Aim of the task —
The answer must be a single number, namely how many lines in the entries below contain the string "roads".

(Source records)
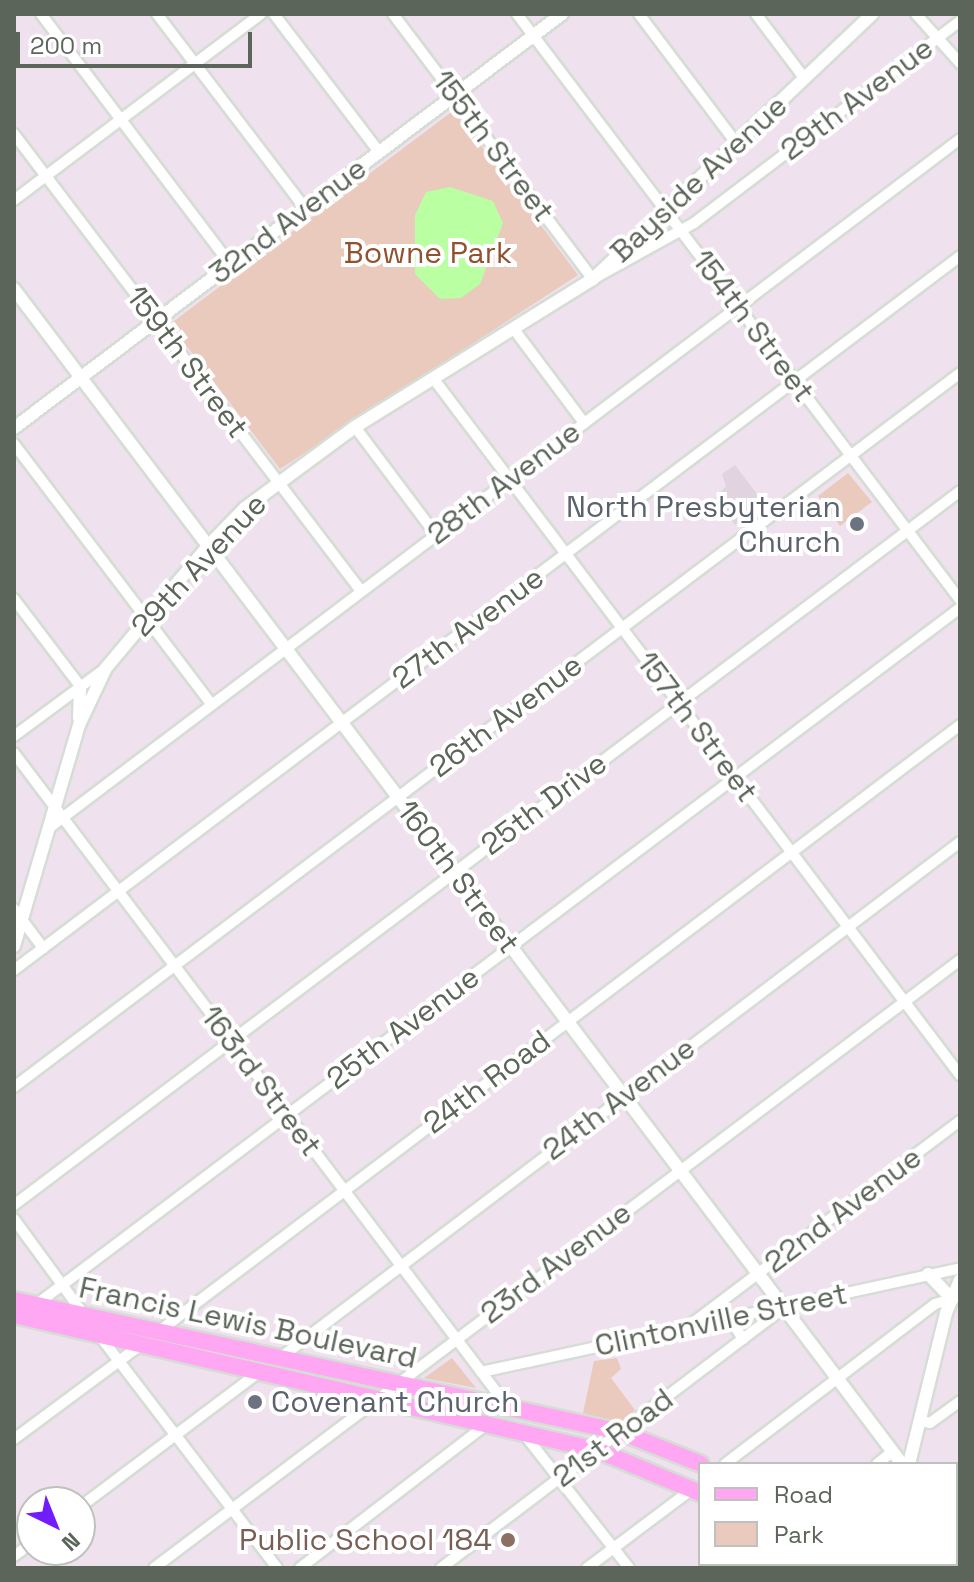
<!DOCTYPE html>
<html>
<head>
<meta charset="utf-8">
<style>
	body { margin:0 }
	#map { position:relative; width:974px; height:1582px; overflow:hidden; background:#efe2ee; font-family:"Space Grotesk",sans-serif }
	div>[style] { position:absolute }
	.education>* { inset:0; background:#e1d3e0 }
	.green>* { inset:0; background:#e9cabc }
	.water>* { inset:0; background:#baffa2 }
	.roads { filter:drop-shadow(2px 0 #d5ddd5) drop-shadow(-2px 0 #d5ddd5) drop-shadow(0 2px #d5ddd5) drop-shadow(0 -2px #d5ddd5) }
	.minor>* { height:10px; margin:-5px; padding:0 5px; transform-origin:5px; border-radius:5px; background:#fff }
	.tertiary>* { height:12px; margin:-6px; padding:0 6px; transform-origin:6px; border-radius:6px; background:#fff }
	.primary>* { height:16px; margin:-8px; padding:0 8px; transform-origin:8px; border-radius:8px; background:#ffa7f2 }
	.dots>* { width:22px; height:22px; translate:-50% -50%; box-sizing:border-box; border:4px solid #fff; border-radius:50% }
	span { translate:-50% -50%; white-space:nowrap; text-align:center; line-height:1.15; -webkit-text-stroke:8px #fff; paint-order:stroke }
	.street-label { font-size:30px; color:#5c655a }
	.park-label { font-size:30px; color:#90512e }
	.worship-label { font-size:30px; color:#5b616d }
	.right { translate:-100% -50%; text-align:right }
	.left { translate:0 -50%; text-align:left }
	.education-label { font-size:30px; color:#785e54 }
	.frame { position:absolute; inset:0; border:16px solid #5c655a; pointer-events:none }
	.legend { position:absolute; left:698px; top:1462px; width:260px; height:104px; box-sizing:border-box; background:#fff; border:2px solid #bec1bd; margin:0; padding:10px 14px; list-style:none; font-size:24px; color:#5c655a }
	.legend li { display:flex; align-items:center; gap:16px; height:40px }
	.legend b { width:40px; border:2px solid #bec1bd }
	.north { position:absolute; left:16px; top:1486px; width:80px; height:80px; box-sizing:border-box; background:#fff; border:2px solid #bec1bd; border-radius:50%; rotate:137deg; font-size:22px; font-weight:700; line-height:32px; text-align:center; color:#5c655a }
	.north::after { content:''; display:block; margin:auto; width:28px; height:36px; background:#721cfb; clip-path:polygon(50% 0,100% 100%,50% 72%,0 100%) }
	.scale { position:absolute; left:16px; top:32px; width:236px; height:36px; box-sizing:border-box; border:4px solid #5c655a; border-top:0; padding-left:10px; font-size:24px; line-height:28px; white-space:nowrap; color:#5c655a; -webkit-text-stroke:6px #fff; paint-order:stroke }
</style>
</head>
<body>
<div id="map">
	<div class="education">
		<div style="clip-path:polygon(735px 465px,764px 503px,735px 525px,715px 498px,726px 486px,722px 474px)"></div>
	</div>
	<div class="green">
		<div style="clip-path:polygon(450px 113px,457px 113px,578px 275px,280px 469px,170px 324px)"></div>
		<div style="clip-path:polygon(848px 473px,872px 502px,840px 526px,818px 496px)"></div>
		<div style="clip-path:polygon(452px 1358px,476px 1388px,424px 1378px)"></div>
		<div style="clip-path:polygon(617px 1358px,621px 1369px,611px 1378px,635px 1410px,620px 1423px,583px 1413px,594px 1361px)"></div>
	</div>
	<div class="water">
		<div style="clip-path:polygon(450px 187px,493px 201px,503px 223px,480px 284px,461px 298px,440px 299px,415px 274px,415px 215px,426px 192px)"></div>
	</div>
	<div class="roads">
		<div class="minor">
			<div style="left:41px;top:14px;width:315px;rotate:52.9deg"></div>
			<div style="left:157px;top:14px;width:244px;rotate:52.7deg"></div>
			<div style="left:274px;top:14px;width:173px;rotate:52.7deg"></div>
			<div style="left:393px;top:14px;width:332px;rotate:53deg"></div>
			<div style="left:593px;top:279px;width:115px;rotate:-29deg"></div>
			<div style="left:694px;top:223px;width:334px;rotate:-37.2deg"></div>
			<div style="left:517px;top:14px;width:735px;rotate:52.91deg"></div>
			<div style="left:639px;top:14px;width:163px;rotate:53deg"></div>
			<div style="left:756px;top:14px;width:81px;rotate:53deg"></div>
			<div style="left:916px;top:14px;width:66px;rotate:48.1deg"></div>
			<div style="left:14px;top:134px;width:574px;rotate:52.79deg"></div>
			<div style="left:14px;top:200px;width:309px;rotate:-37deg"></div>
			<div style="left:513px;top:328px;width:119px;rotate:53.2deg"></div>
			<div style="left:433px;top:378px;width:874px;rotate:52.91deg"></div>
			<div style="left:355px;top:427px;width:135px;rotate:53.1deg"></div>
			<div style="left:14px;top:444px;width:326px;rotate:52.8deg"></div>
			<div style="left:14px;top:599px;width:109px;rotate:52.8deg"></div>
			<div style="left:14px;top:736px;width:114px;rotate:-36.5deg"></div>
			<div style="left:14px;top:753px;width:818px;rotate:52.95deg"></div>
			<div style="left:49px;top:828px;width:1142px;rotate:-37.1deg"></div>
			<div style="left:14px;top:909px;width:49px;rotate:53.4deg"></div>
			<div style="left:14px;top:970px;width:1185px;rotate:-37.04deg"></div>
			<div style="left:14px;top:1087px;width:1185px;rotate:-37.04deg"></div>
			<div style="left:14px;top:1205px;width:1185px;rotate:-37.04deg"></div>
			<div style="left:14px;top:1219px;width:120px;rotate:53.8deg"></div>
			<div style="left:37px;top:1304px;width:1156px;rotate:-37.02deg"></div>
			<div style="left:730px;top:1319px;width:24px;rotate:57deg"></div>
			<div style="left:690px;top:1325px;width:338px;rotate:-37.1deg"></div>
			<div style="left:158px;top:1332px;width:1006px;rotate:-37.12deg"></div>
			<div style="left:99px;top:1335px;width:293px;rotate:52.6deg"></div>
			<div style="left:280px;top:1358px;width:854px;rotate:-37.19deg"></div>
			<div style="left:481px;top:1372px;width:490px;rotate:-12.2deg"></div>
			<div style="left:920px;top:1420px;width:10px;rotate:17deg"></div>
			<div style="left:930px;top:1423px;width:37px;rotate:-36deg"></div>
			<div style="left:524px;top:1434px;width:170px;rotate:51.9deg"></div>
			<div style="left:14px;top:1439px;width:159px;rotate:-36.6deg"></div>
			<div style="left:725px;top:1464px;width:264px;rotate:-37.3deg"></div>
			<div style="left:935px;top:1304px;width:18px;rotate:-16deg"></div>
			<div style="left:877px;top:1464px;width:19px;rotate:-39deg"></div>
			<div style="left:80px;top:1507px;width:224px;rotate:-37deg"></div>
			<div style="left:14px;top:1556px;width:22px;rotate:-36deg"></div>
			<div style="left:154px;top:1568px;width:1010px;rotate:-37.03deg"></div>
			<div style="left:300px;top:1568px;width:235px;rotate:-37.6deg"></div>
			<div style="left:441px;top:1568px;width:425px;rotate:-37.2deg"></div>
			<div style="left:587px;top:1568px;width:130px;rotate:-36.9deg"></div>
			<div style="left:739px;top:1568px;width:6px;rotate:-39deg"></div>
		</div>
		<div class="tertiary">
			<div style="left:14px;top:289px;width:1473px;rotate:52.92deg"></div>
			<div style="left:14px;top:428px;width:687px;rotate:-37.07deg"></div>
			<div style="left:79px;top:718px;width:32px;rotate:-88deg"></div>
			<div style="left:14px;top:946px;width:230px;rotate:-73.6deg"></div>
			<div style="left:79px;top:725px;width:63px;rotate:-64.7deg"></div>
			<div style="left:106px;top:668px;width:160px;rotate:-50.1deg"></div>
			<div style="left:209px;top:545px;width:52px;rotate:-45.8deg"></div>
			<div style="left:245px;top:508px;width:137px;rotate:-36.4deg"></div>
			<div style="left:355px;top:427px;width:280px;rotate:-31.9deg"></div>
			<div style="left:593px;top:279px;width:385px;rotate:-43.5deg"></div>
			<div style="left:928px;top:1274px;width:35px;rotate:46deg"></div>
			<div style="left:909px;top:1464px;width:155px;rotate:-76.2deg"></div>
			<div style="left:946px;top:1313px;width:36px;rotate:-67deg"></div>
			<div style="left:956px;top:1529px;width:6px;rotate:51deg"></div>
			<div style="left:886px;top:1568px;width:4px;rotate:-90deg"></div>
		</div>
		<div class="primary">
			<div style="left:14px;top:1300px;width:621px;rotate:12.27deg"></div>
			<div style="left:621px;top:1432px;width:86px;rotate:21.8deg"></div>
			<div style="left:14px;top:1315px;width:598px;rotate:13.04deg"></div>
			<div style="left:597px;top:1450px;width:112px;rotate:22.7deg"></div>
			<div style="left:956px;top:1558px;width:4px;rotate:27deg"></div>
			<div style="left:897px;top:1564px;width:12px;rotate:20deg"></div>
			<div style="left:926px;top:1564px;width:12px;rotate:20deg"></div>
		</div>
	</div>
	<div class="dots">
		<div style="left:857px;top:524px;background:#6b7280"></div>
		<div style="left:255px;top:1402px;background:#6b7280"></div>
		<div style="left:508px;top:1540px;background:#8d6e63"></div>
	</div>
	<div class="street-label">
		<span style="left:857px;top:99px;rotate:-37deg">29th Avenue</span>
		<span style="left:493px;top:146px;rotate:53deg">155th Street</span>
		<span style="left:699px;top:179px;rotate:-43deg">Bayside Avenue</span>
		<span style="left:288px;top:221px;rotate:-37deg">32nd Avenue</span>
		<span style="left:753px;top:326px;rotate:53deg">154th Street</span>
		<span style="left:187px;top:362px;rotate:53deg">159th Street</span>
		<span style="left:504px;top:483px;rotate:-37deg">28th Avenue</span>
		<span style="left:199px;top:565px;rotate:-47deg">29th Avenue</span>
		<span style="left:468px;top:628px;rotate:-37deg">27th Avenue</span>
		<span style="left:506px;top:716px;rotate:-37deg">26th Avenue</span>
		<span style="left:697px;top:727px;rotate:53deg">157th Street</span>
		<span style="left:544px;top:804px;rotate:-37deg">25th Drive</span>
		<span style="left:458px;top:877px;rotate:53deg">160th Street</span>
		<span style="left:403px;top:1028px;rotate:-37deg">25th Avenue</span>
		<span style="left:261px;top:1081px;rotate:53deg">163rd Street</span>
		<span style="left:487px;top:1082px;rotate:-37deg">24th Road</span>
		<span style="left:619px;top:1099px;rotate:-37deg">24th Avenue</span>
		<span style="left:843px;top:1210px;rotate:-37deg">22nd Avenue</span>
		<span style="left:556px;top:1263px;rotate:-37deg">23rd Avenue</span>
		<span style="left:721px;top:1320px;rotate:-12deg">Clintonville Street</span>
		<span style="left:248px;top:1323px;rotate:12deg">Francis Lewis Boulevard</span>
		<span style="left:613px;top:1438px;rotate:-37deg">21st Road</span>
	</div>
	<div class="park-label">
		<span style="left:428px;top:253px">Bowne Park</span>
	</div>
	<div class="worship-label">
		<span class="right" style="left:841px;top:524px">North Presbyterian<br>Church</span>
		<span class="left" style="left:271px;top:1402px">Covenant Church</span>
	</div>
	<div class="education-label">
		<span class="right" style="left:492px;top:1540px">Public School 184</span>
	</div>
	<div class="frame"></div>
	<ul class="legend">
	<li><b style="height:10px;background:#ffa7f2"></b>Road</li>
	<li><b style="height:22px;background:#e9cabc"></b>Park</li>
	</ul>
	<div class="north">N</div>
	<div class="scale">200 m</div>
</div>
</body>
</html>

Task response —
2